*Problem statement:*
Your response should consist of the lines below, printed exactly.

(Extracted data entries)
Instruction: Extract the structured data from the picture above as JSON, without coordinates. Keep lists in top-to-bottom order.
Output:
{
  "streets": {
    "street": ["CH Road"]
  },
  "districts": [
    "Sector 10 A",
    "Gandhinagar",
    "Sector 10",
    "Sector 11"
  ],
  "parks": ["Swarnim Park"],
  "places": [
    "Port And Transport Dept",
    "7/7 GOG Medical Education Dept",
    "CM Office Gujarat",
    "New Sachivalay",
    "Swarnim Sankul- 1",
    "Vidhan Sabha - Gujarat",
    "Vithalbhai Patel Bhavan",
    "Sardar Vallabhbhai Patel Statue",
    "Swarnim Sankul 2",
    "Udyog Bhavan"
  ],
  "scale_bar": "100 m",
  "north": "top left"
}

*Exercise response:*
Instruction: Extract the structured data from the picture above as JSON, without coordinates. Keep lists in top-to-bottom order.
Output:
{
  "streets": {
    "street": ["CH Road"]
  },
  "districts": [
    "Sector 10 A",
    "Gandhinagar",
    "Sector 10",
    "Sector 11"
  ],
  "parks": ["Swarnim Park"],
  "places": [
    "Port And Transport Dept",
    "7/7 GOG Medical Education Dept",
    "CM Office Gujarat",
    "New Sachivalay",
    "Swarnim Sankul- 1",
    "Vidhan Sabha - Gujarat",
    "Vithalbhai Patel Bhavan",
    "Sardar Vallabhbhai Patel Statue",
    "Swarnim Sankul 2",
    "Udyog Bhavan"
  ],
  "scale_bar": "100 m",
  "north": "top left"
}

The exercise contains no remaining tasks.